> Exercise goal
The lines to copy are those in the records below that hold the word "Transcribe".

(Stored dataset items)
━━━━━━━━━━━━━━━━━━━━

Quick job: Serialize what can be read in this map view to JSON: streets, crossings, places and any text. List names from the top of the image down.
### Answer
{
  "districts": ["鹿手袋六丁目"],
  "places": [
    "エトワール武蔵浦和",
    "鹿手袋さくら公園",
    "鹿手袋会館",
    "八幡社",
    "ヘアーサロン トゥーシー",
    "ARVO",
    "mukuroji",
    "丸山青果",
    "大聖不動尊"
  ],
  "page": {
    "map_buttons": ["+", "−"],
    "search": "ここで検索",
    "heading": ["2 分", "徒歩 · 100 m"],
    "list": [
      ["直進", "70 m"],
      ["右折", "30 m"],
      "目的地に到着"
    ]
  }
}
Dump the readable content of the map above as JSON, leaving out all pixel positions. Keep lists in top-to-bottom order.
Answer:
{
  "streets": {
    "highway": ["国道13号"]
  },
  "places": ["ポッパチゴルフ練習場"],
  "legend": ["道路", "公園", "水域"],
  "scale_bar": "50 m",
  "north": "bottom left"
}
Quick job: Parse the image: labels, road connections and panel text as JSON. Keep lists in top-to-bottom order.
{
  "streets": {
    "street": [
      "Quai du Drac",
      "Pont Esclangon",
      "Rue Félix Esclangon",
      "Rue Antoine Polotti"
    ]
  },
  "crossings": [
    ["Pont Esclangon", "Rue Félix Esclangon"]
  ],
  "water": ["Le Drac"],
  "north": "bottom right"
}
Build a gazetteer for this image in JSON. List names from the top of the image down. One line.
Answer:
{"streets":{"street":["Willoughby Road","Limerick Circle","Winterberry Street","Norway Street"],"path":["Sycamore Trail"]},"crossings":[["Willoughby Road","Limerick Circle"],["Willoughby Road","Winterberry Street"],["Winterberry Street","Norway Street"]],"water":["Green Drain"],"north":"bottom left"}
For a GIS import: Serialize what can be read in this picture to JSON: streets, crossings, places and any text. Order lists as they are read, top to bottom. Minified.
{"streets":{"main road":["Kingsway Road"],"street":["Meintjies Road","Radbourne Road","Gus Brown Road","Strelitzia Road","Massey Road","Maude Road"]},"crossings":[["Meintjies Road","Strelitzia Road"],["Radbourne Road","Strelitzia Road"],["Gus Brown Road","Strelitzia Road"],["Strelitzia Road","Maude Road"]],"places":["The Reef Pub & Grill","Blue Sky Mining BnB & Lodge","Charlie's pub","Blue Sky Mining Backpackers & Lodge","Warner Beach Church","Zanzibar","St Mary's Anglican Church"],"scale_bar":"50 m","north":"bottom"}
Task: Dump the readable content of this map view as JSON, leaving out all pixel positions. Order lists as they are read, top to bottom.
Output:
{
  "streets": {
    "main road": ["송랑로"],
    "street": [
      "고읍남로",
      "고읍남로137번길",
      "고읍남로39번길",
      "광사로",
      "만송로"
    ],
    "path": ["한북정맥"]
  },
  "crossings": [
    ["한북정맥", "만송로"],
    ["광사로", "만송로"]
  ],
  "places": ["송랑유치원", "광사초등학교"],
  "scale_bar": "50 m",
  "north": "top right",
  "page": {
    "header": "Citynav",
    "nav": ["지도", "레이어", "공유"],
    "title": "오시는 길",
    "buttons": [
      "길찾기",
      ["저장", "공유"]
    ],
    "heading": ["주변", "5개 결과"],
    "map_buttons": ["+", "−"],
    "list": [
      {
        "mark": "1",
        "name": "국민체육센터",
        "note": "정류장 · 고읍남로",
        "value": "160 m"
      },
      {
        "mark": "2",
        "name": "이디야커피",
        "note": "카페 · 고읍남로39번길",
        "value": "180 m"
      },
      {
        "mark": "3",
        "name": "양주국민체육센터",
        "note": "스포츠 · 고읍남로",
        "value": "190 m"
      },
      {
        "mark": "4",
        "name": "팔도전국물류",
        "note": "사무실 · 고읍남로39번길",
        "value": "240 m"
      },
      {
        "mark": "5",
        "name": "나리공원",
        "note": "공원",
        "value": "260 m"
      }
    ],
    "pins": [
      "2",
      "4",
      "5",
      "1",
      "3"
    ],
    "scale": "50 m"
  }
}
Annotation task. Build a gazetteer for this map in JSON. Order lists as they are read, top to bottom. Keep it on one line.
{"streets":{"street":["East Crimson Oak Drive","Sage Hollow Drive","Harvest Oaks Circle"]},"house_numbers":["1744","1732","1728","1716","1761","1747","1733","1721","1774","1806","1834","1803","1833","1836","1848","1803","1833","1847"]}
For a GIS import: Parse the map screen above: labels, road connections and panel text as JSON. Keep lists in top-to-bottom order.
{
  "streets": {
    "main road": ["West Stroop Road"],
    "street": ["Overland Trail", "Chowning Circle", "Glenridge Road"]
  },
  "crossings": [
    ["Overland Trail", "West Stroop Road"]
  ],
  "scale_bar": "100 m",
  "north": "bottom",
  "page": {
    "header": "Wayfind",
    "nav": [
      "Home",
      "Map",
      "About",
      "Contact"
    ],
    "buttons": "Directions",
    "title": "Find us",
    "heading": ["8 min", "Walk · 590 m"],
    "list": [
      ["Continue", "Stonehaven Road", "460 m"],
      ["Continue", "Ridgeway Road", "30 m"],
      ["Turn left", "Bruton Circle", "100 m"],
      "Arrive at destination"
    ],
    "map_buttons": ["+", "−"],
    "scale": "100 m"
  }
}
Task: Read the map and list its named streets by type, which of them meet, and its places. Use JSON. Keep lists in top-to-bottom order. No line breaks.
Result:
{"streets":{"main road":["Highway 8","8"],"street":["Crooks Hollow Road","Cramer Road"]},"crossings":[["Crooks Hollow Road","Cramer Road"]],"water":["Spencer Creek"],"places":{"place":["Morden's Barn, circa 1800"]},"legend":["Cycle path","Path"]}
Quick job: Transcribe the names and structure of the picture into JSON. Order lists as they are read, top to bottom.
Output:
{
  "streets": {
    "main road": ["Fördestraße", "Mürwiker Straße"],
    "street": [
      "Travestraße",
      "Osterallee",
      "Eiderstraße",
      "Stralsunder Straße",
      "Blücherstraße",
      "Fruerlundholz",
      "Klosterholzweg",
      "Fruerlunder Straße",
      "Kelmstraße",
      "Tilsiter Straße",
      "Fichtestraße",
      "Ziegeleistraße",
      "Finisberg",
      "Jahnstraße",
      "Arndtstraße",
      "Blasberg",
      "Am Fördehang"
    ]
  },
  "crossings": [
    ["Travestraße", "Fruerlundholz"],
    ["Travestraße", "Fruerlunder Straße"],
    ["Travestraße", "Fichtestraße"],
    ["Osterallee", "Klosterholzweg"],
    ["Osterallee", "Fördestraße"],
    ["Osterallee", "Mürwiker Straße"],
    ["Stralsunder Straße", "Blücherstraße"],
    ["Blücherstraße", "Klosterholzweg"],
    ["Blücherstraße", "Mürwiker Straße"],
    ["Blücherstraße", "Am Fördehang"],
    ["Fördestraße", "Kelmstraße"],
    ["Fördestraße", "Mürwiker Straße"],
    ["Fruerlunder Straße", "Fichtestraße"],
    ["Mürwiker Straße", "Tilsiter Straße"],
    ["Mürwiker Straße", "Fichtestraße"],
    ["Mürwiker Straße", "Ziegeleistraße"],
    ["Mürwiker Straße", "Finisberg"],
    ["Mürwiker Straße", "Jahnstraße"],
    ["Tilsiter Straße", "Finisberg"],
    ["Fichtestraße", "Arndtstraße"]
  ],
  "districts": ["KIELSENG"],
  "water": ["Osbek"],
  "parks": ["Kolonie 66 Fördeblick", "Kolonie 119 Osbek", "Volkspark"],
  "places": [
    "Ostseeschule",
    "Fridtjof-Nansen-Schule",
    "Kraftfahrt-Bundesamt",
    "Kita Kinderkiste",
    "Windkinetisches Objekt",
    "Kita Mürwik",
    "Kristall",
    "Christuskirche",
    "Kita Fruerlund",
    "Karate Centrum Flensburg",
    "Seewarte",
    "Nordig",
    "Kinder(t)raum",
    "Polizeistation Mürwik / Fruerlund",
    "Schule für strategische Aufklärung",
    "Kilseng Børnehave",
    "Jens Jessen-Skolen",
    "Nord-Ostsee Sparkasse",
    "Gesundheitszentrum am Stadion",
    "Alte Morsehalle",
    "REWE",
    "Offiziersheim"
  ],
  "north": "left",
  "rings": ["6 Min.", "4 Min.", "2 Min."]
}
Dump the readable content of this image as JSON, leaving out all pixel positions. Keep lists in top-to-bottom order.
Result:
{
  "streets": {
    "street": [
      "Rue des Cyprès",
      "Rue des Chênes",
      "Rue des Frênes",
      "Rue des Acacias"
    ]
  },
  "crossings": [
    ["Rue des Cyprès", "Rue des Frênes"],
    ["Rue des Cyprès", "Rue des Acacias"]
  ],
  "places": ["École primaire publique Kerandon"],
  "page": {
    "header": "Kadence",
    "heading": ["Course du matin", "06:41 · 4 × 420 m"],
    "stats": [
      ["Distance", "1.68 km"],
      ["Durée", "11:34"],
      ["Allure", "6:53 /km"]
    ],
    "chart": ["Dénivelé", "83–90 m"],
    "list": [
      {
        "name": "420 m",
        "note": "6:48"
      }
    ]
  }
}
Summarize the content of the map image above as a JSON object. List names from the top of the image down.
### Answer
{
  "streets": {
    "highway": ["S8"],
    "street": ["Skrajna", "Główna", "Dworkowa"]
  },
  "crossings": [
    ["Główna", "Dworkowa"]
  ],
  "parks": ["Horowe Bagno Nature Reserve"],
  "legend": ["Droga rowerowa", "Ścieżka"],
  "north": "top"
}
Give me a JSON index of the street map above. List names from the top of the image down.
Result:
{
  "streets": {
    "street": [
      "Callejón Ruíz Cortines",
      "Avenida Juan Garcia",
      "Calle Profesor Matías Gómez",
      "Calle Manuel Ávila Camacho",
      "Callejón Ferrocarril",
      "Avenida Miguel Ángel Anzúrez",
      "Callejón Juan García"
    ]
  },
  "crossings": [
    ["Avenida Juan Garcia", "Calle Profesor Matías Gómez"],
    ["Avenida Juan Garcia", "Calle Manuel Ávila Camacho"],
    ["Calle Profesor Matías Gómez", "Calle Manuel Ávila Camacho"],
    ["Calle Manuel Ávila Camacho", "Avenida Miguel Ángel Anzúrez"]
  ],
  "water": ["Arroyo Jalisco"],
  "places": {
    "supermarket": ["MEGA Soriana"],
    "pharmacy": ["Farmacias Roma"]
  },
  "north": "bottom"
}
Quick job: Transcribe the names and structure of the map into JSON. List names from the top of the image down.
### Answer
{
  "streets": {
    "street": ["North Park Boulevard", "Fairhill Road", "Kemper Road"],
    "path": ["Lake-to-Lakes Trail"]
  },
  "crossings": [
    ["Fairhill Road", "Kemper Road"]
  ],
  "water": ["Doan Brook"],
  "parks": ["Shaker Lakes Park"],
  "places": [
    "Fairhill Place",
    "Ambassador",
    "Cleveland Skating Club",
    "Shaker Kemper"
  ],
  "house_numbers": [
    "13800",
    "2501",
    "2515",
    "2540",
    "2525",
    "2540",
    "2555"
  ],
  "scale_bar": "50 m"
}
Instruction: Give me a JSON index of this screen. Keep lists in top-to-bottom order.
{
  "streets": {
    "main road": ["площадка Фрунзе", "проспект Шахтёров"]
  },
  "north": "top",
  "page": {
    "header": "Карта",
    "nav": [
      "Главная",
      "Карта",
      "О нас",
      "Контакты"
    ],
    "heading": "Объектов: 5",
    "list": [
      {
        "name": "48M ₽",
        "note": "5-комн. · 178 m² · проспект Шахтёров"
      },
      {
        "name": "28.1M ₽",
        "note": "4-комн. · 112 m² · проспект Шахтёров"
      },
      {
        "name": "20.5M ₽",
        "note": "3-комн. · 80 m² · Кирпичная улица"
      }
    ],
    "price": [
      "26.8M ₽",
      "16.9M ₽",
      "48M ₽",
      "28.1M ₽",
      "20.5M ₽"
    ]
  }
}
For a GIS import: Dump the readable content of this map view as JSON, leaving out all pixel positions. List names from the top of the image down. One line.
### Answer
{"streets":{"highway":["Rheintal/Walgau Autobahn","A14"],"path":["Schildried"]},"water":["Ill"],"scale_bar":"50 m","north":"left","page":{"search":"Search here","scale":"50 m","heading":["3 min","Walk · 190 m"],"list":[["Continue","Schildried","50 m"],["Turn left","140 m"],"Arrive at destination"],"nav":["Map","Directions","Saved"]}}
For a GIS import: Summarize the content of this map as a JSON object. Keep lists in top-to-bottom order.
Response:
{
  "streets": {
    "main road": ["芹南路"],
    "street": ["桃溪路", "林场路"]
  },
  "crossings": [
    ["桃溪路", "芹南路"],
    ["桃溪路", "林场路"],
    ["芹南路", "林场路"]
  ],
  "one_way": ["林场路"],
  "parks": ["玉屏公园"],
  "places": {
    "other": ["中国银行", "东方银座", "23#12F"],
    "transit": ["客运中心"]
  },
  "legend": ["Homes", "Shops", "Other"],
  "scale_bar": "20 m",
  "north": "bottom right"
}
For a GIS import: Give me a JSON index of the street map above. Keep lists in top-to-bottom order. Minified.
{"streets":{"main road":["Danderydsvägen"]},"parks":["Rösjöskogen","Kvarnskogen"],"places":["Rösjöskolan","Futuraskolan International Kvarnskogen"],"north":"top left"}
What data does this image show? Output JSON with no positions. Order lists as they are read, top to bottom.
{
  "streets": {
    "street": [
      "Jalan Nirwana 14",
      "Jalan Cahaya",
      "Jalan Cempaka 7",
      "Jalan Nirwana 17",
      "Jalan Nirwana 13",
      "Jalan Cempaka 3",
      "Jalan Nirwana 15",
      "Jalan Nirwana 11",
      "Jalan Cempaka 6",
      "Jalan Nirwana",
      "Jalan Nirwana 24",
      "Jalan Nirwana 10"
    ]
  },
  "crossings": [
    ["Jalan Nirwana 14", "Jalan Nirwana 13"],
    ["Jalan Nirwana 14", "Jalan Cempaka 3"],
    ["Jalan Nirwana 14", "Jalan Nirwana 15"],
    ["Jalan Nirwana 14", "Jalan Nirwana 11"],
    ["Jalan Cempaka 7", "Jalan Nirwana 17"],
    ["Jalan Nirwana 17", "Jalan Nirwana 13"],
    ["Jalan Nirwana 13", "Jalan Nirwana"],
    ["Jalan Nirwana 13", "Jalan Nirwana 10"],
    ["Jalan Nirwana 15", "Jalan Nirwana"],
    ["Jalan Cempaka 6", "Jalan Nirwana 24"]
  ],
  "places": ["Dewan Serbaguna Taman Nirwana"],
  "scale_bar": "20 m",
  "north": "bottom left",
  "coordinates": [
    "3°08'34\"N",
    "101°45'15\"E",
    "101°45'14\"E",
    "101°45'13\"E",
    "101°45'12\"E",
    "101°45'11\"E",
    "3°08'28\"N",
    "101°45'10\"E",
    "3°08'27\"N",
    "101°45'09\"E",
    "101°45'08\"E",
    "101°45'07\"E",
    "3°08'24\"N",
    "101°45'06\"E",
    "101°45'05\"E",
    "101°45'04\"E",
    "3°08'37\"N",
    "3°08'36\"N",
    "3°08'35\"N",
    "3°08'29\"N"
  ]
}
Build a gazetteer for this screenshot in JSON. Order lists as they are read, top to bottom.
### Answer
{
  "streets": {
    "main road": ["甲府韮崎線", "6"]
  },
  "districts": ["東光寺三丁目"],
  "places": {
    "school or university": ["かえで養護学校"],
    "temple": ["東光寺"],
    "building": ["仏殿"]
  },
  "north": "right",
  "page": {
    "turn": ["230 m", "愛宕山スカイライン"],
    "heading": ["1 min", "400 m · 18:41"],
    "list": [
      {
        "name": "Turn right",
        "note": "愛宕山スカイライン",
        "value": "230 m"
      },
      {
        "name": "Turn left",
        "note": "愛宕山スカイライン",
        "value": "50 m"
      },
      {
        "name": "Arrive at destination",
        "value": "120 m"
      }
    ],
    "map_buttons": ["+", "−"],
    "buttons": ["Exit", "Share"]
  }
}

━━━━━━━━━━━━━━━━━━━━

> Output for this exercise
Quick job: Transcribe the names and structure of the picture into JSON. Order lists as they are read, top to bottom.
Quick job: Transcribe the names and structure of the map into JSON. List names from the top of the image down.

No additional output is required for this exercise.